The Fouchard family, returning from vacation under the Egyptian sun, was all but wiped out, with 11 dead. The Normandy village of Formigny, meanwhile, lost its mayor, killed along with his wife and three children.

Across France, families and communities were mourning Sunday for the 133 French victims of Flash Airlines (search) flight FSH604, which crashed off the Red Sea resort of Sharm el-Sheik (search) on Saturday, killing all 148 people on board.

In Egypt, French and Egyptians laid wreaths at the crash site and a flotilla of boats resumed searching Sunday for bodies and debris from the charter jet, believed to be under 2,600 feet of water. France dispatched a military maritime surveillance plane, a naval frigate, 16 scuba divers and a robot submarine to help the recovery efforts.

Search crews were also looking for the plane's 'black box' flight recorders, which could help explain the crash.

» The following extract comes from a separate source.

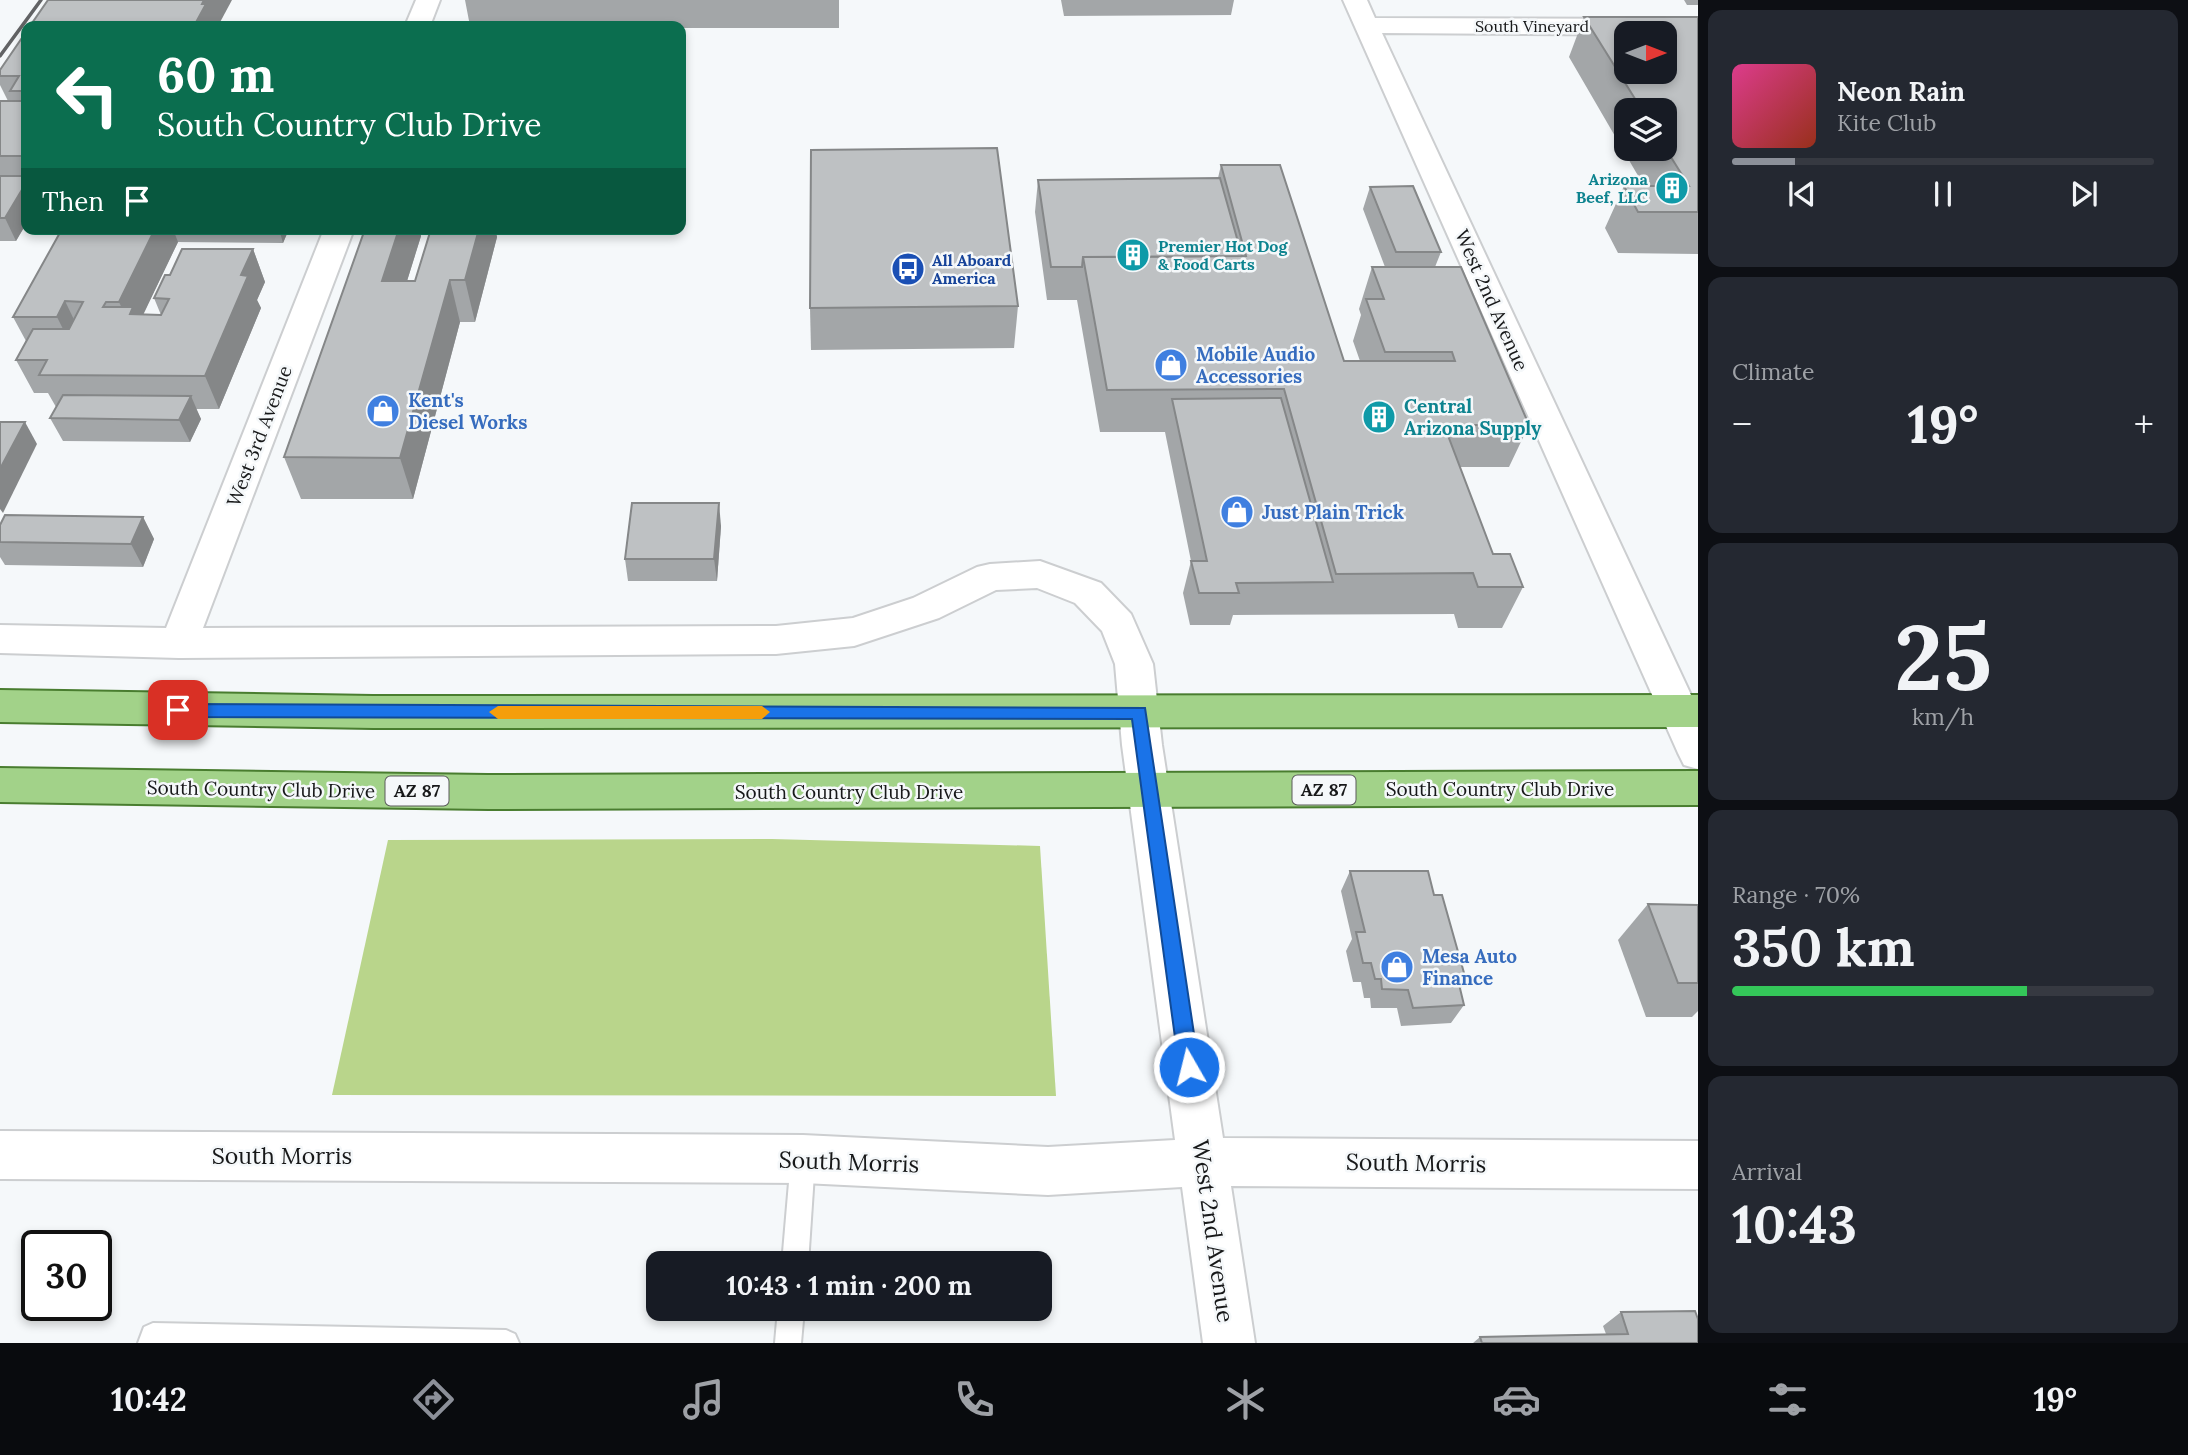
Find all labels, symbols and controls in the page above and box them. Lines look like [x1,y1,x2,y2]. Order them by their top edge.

Egypt quickly ruled out terrorism, blaming mechanical failure.

Officials said the 11-year-old Boeing 737 jet checked out normally before the flight. It was one of two 737s operated by Flash, a private Cairo-based carrier that Switzerland said it banned from its airspace more than a year ago.

"A series of safety shortcomings showed up in a plane of Flash Airlines during a routine security check at Zurich Airport in October 2002," Celestine Perissinotto, spokeswoman for the Swiss Federal Office for Civil Aviation, said Sunday.

Egyptian Aviation Minister Ahmed Shafeeq called the Swiss charge "baseless." French Transport Minister Gilles de Robien also cast doubt on the claim, saying it only added to the pain of grieving families.

"I call for extreme caution with this type of announcement that adds emotion for families who certainly don't need it at the moment," the French minister said on Europe-1 radio.

Entire families perished, leaving loved ones, friends and neighbors struggling with loss.

The wife of Prime Minister Jean-Pierre Raffarin, Anne-Marie, as well as de Robien, the transport minister, and his junior minister attended a packed church service for the victims on Sunday evening at the famed Notre-Dame cathedral in Paris.

The dead came from across France — families, groups of friends who escaped winter weather at home to bask in the Egyptian sun during the Christmas and New Year school vacation. Many were clients of FRAM, one of France's biggest tour operators, which said it had 125 passengers aboard the stricken flight.

From Talant, a town in eastern France, retired legal expert Philippe Fouchard and his wife Annie were killed along with two of their adult children, their spouses and five grandchildren, said a local priest, Father Jacques Bonneviale.

"He took his children and his grandchildren to Sharm el-Sheik to spend the Christmas holidays together," Bonneviale told The Associated Press in a telephone interview. "We're hit by the scale of this drama."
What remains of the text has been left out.